Breakthrough: New AIDS vaccine shows amazing success rate

Breakthrough: New AIDS vaccine shows amazing success rate

Scientists are hoping they are one step closer to solving the devastating AIDS virus with a new vaccine for preventing HIV.

In a stunning development, an experimental vaccine successfully prevented HIV infection in half of monkeys that received it, a new study has found.

The monkeys were given the vaccine and then given high doses of an aggressive virus that is similar to HIV, according to a Daily Mail report.

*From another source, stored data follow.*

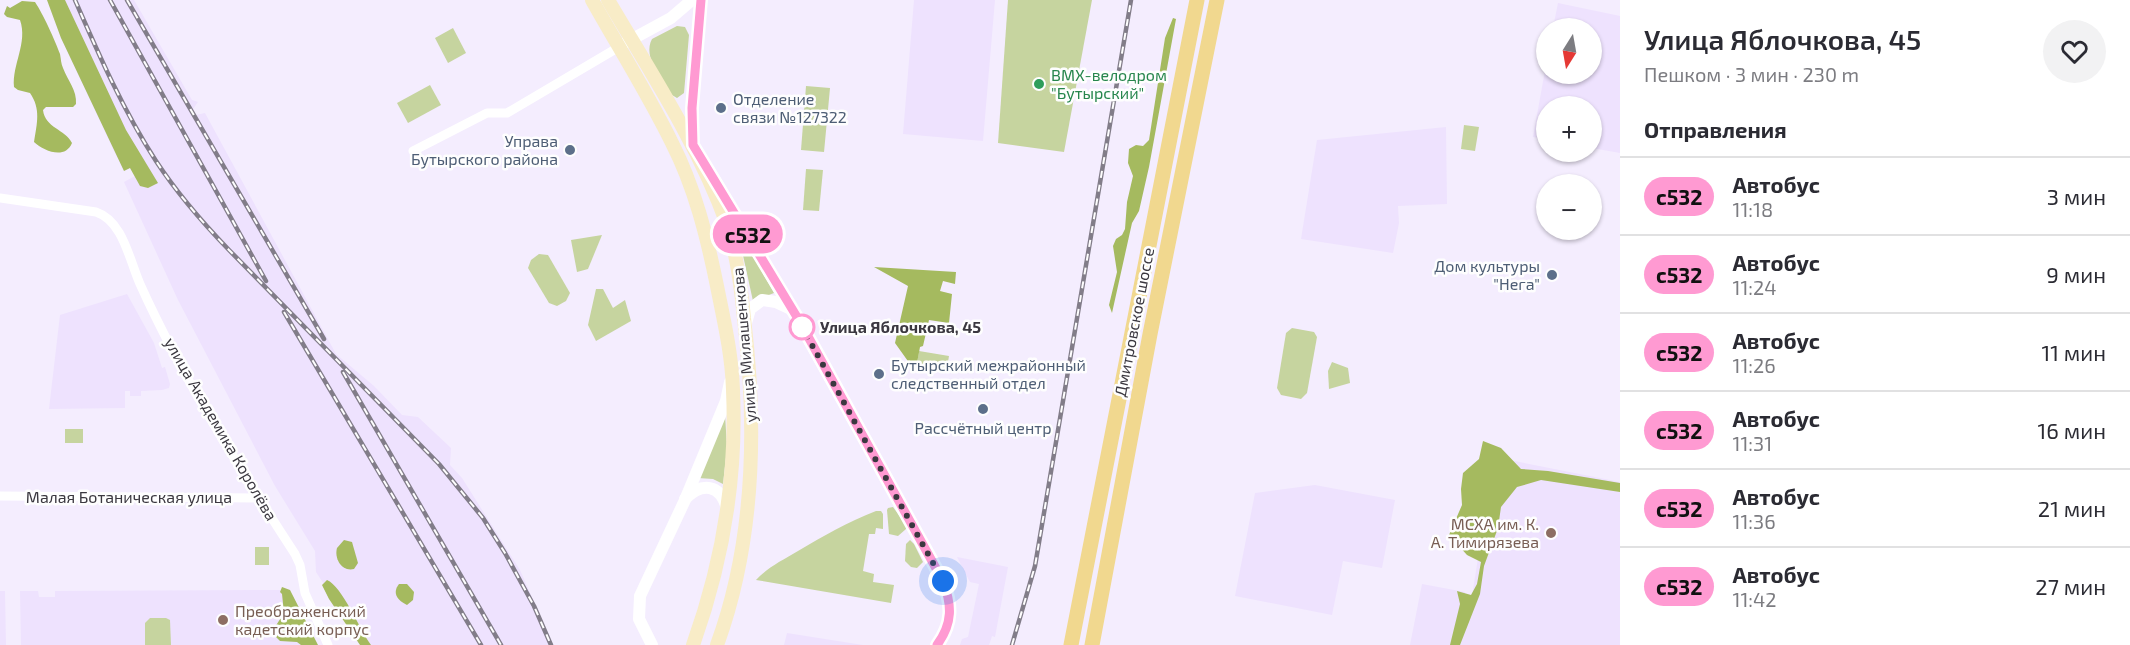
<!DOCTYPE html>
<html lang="ru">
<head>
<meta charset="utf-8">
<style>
  body { margin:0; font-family:"Exo 2",sans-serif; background:#f2f2f3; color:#2b2b33; height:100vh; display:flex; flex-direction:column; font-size:22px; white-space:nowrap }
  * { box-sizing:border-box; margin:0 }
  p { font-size:20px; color:#7c7c81 }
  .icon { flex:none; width:33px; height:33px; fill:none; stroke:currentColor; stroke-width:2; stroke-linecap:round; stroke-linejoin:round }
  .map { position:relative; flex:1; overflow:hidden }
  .drawer { display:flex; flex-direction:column; background:#fff; width:510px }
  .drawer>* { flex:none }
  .badge { padding:0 12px; border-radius:20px; font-size:21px; line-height:39px }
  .needle { width:39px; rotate:191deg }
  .tools { position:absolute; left:1536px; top:18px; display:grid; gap:12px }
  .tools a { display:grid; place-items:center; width:66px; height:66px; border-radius:50%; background:#fff; box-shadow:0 2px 4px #0004; font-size:30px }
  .you { position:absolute; width:30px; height:30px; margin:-15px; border:4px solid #fff; border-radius:50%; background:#1a73e8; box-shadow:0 0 0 9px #1a73e833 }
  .map>.badge { position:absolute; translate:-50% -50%; box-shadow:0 0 0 3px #fff }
  h2 { padding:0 24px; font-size:22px; line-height:54px }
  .round { display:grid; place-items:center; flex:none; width:63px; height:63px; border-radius:32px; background:#f2f2f3 }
  .headline { display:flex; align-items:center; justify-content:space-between; height:102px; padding:0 24px }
  h1 { font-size:28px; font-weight:600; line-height:45px }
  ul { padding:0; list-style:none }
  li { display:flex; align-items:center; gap:18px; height:78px; padding:0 24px; border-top:2px solid #e1e1e2 }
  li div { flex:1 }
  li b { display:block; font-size:22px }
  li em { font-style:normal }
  li .badge { min-width:66px; font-weight:700; text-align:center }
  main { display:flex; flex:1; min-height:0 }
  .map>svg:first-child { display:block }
  .built { fill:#eee2fe }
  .green { fill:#c6d49f }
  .forest { fill:#a5ba5f }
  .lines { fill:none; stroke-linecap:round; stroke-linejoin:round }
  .minor { stroke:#fff; stroke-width:9 }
  .tertiary { stroke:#fff; stroke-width:12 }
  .secondary { stroke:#f8ecc7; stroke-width:14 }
  .primary { stroke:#f1d88f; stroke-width:15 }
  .rail-casing { stroke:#827d89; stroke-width:4.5 }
  .rail { stroke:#fefefe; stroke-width:2; stroke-dasharray:7; stroke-linecap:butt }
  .line-casing { stroke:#fff; stroke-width:14 }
  .line { stroke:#ff9ad2; stroke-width:9 }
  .walk { stroke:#3b3840; stroke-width:6; stroke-dasharray:0 10.8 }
  .leisure-dot { fill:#2e9e5b; stroke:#fefefe; stroke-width:2 }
  .service-dot { fill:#5c6f8a; stroke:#fefefe; stroke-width:2 }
  .stop-dot { fill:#fff; stroke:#ff9ad2; stroke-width:3 }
  .education-dot { fill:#8d6e63; stroke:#fefefe; stroke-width:2 }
  .labels { text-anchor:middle; stroke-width:5; stroke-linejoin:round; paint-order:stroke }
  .leisure-label { font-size:16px; fill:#27864d; stroke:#fefefe; text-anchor:start }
  .service-label { font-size:16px; fill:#4e5e75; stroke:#fefefe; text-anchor:start }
  .street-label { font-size:16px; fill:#3b3840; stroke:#fefefe }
  .stop-label { font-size:16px; font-weight:bold; fill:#3b3840; stroke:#fefefe; text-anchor:start }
  .education-label { font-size:16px; fill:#785e54; stroke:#fefefe; text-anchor:end }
</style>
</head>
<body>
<main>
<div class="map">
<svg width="1620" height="645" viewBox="0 0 1620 645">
  <rect width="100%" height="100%" fill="#f4edfe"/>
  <g class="built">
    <path d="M 47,0 L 134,0 L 192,100 L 198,102 L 193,109 L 196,115 L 205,113 L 336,354 L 374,386 L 402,415 L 418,417 L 451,448 L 450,465 L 462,478 L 520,570 L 553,645 L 363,645 L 316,572 L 315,551 L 275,486 L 178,300 L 124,182 L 135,176 L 130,168 L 124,171 L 114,151 L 61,38 Z"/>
    <path d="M 914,0 L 995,0 L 983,141 L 903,134 Z"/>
    <path d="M 1558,3 L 1620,16 L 1620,153 L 1592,148 L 1592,106 L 1546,106 L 1546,139 L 1533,137 L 1546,65 L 1546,74 L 1592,74 L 1592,28 L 1553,28 Z"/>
    <path d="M 1446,127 L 1447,204 L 1398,206 L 1399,223 L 1393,253 L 1301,239 L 1317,140 Z"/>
    <path d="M 127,294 L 154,343 L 162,368 L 165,367 L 170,384 L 169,388 L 162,390 L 141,391 L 141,396 L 130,396 L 130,391 L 125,391 L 125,408 L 49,409 L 60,315 Z"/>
    <path d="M 1494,457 L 1620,482 L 1620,645 L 1410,645 L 1422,584 L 1465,592 L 1465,595 L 1472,596 Z"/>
    <path d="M 1315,485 L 1395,500 L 1382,568 L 1343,561 L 1332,615 L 1235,596 L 1255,493 Z"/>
    <path d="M 957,557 L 1008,567 L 995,637 L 992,636 L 989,645 L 960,645 L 962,639 L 968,637 L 979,584 L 970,582 Z"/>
    <path d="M 280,590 L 311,645 L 21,645 L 20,591 L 38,591 L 39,597 L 55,597 L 55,591 Z"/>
    <path d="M 0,591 L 5,591 L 6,645 L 0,645 Z"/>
    <path d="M 787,633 L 863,645 L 784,645 Z"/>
  </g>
  <g class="green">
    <path d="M 1008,0 L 1092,0 L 1064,152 L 998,143 Z"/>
    <path d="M 677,26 L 685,27 L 689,35 L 684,93 L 677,98 L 672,95 C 663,81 642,57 652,39 Z"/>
    <path d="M 453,28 L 466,53 L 448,63 L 435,38 Z"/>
    <path d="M 430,85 L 441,105 L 408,123 L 397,103 Z"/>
    <path d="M 806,86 L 830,88 L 824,152 L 801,150 Z"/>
    <path d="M 1464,125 L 1479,127 L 1475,151 L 1461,149 Z"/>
    <path d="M 806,169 L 823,170 L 819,211 L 803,210 Z"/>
    <path d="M 737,228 L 774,293 L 753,301 Z"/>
    <path d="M 602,235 L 588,269 L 577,272 L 571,240 Z"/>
    <path d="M 539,254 L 548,255 L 570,293 L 566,301 L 557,306 L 549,303 L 528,268 L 531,260 Z"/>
    <path d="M 596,289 L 603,289 L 613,308 L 625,300 L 631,321 L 596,341 L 588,325 Z"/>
    <path d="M 1292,328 L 1314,332 L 1317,337 L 1307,393 L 1301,399 L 1281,395 L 1277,388 L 1286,333 Z"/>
    <path d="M 919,351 L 949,356 L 947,368 L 917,364 Z"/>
    <path d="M 1332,362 L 1348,368 L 1350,383 L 1329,389 L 1328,371 Z"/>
    <path d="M 725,414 L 727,448 L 723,484 L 713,479 L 698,478 Z"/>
    <rect x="65" y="429" width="18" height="14"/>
    <path d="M 893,507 L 906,525 L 906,529 L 898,536 L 889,534 L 887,510 L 888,508 Z"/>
    <path d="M 876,511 L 881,511 L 883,514 L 883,529 L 876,528 L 875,534 L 869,534 L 863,571 L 874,574 L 873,582 L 894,585 L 891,603 L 756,580 C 768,567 783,560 798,551 C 823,536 848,522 876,511 Z"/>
    <path d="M 910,540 L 914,544 L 923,562 L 917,568 L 911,567 L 905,561 L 906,544 Z"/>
    <rect x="255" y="547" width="14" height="18"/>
    <path d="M 150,618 L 166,618 L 170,620 L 171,645 L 145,645 L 145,623 Z"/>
  </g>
  <g class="forest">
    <path d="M 47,0 L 65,0 L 126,130 L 158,183 L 148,188 L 140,186 L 130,168 L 124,171 L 61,38 Z"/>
    <path d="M 22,1 L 35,2 C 43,14 55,40 60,54 C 61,59 61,64 63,68 C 68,81 77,90 76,104 L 73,107 L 46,107 L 43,110 C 45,128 65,129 72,143 C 65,160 44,151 34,142 C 37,123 41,109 30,93 L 18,90 L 14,87 C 12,64 28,43 20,20 L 7,17 L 4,14 L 7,6 L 10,8 Z"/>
    <path d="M 1173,18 L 1176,19 L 1149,167 L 1139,211 L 1132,223 L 1112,313 L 1109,305 L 1117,272 L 1113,246 L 1116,239 L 1122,235 L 1125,229 L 1127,202 L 1133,176 L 1128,163 L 1129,149 L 1136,145 L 1143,146 L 1149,140 L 1165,38 Z"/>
    <path d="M 874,267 L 956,272 L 955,284 L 943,281 L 940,291 L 952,294 L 949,323 L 929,320 L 923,346 L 920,347 L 917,363 L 946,370 L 910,364 L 895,343 L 908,286 Z"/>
    <path d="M 1483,441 L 1501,448 L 1521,469 L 1548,471 L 1620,483 L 1620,492 L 1541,480 L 1517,487 L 1501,507 L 1498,528 L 1484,566 L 1480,594 L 1460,645 L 1450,645 L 1460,604 L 1457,591 L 1471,595 L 1477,584 L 1481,562 L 1467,555 L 1449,535 L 1462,505 L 1461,489 L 1463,473 L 1479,459 Z"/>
    <path d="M 344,540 L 352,542 L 358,563 L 354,569 C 342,572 334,559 337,548 Z"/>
    <path d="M 327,580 C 342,586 360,630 371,645 L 360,645 L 329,599 L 322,585 Z"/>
    <path d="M 399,584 L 407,584 L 414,592 L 413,600 L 407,605 C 397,600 392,593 399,584 Z"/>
    <path d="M 282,587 L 290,590 L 318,645 L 301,645 L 297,642 L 280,641 L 276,637 L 275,627 L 284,613 L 282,594 L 280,592 Z"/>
  </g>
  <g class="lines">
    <g class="minor">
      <path d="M 413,151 L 487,113 L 507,113 L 619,47"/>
      <path d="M 0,198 L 96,212 C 123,221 129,259 140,284 C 182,377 239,468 295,554 L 300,565 L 305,593 L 328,645"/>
      <path d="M 0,496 L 258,498"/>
    </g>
    <g class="tertiary">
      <path d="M 625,43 L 671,18 L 692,0"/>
      <path d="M 693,145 L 692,108 L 701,0"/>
      <path d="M 710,172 L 799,322 L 943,581 C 951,605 953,623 937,645"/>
      <path d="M 746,323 L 750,309 L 762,300 L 776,302 L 791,309"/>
      <path d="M 685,499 C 702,482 720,484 727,508"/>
      <path d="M 652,645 L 639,619 L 640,596 L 685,500 L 726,401 L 730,382"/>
    </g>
    <g class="secondary">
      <path d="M 592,0 C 619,48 648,94 672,143 C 695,188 707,237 717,286 C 724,321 732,355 733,390 C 737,476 722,564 693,645"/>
      <path d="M 608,0 C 651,73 698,144 727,224 C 737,254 741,286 744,318 C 757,426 755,541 717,645"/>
    </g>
    <g class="primary">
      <path d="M 1071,645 L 1197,0"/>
      <path d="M 1092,645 L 1150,334 L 1217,0"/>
    </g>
    <g class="rail-casing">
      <g id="rail">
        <path d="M 75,0 C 99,55 123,110 156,161 C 177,193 202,222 229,250 L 439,464 L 483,518 L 505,553 L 534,606 L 551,645"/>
        <path d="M 110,0 L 266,281"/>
        <path d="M 127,0 L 324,339"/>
        <path d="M 284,312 L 481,645"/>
        <path d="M 343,372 L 501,645"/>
        <path d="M 1012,645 L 1035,566 L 1131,0"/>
      </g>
    </g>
    <use href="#rail" class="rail"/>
  </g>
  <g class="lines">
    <g class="line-casing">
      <path id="line" d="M 701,0 L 692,108 L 693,145 L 800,322 L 943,581 C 952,605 953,623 937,645"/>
    </g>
    <use href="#line" class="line"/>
    <path class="walk" d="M 802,327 L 943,581"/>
  </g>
  <circle class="leisure-dot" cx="1039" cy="84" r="6"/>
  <g class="service-dot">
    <circle cx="721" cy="108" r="6"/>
    <circle cx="570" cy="150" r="6"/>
    <circle cx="1552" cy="275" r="6"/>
    <circle cx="879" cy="374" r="6"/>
    <circle cx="983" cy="409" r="6"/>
  </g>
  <circle class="stop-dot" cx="802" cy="327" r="12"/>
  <g class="education-dot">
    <circle cx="1551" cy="533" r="6"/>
    <circle cx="223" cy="620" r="6"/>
  </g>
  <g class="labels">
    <g class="leisure-label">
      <text x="1051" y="81">BMX-велодром<tspan x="1051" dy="18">"Бутырский"</tspan></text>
    </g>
    <g class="service-label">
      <text x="733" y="105">Отделение<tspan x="733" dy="18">связи №127322</tspan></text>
      <text x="558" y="147" text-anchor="end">Управа<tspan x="558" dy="18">Бутырского района</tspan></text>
      <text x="1540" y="272" text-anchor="end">Дом культуры<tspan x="1540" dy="18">"Нега"</tspan></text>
      <text x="891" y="371">Бутырский межрайонный<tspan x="891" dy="18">следственный отдел</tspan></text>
      <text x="983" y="434" text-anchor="middle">Рассчётный центр</text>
    </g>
    <g class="street-label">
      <text transform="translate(1134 322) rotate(-79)" y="6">Дмитровское шоссе</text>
      <text transform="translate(744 345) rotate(-95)" y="6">улица Милашенкова</text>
      <text transform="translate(221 429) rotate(60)" y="6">улица Академика Королёва</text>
      <text x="129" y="503">Малая Ботаническая улица</text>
    </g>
    <g class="stop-label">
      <text x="820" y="333">Улица Яблочкова, 45</text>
    </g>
    <g class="education-label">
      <text x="1539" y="530">МСХА им. К.<tspan x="1539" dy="18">А. Тимирязева</tspan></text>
      <text x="235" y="617" text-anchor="start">Преображенский<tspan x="235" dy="18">кадетский корпус</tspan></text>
    </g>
  </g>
</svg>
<div class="tools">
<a><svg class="needle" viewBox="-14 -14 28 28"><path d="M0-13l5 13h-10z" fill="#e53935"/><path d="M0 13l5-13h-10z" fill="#7c7c81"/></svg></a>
<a>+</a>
<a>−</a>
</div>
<div class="you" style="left:943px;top:581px"></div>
<b class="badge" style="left:748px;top:234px;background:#ff9ad2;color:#111">с532</b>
</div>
<section class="drawer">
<div class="headline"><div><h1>Улица Яблочкова, 45</h1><p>Пешком · 3 мин · 230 m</p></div><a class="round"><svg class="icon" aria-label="heart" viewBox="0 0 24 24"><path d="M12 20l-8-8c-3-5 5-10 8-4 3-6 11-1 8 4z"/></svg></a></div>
<h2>Отправления</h2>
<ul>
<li><span class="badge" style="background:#ff9ad2;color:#111">с532</span><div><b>Автобус</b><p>11:18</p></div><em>3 мин</em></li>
<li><span class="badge" style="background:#ff9ad2;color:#111">с532</span><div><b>Автобус</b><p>11:24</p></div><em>9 мин</em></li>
<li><span class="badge" style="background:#ff9ad2;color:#111">с532</span><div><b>Автобус</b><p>11:26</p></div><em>11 мин</em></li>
<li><span class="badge" style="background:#ff9ad2;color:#111">с532</span><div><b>Автобус</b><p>11:31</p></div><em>16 мин</em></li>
<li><span class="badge" style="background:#ff9ad2;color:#111">с532</span><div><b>Автобус</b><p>11:36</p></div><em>21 мин</em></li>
<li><span class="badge" style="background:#ff9ad2;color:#111">с532</span><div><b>Автобус</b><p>11:42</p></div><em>27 мин</em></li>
</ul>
</section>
</main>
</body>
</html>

It resulted in such amazingly positive results that Johnson & Johnson has begun a trial in 400 healthy volunteers in the United States, East Africa, South Africa, and Thailand, according to the report.

It comes eight years after Merck failed to provide good results in a 2007 trial, and it is the first time a major pharmaceutical company has sponsored an attempt to develop an HIV vaccine. HIV affects 35 million people worldwide, and it eventually leads to AIDS. It first began spreading 30 years ago, and 40 million people have died from it.

Treatment has been progressing with AIDS, but scientists believe that a vaccine is the best way to go to prevent it.

The studies involved a two-step vaccine that would prime the immune system by using a weakened version of the cold virus, and then sneaking in HIV genes into teh body. In the second phase, individuals would be injected with a purified HIV surface protein, which would provoke a strong immune response in the body.

It’s a similar strategy to what is begin attempted with the Ebola vaccine, which is in early-stage human trials.

The HIV vaccine trial in monkeys was particularly aggressive and was intended to test the limits of the vaccine by subjecting the animals to high doses of the aggressive virus, known as simian immunodeficiency virus, a cousin to HIV.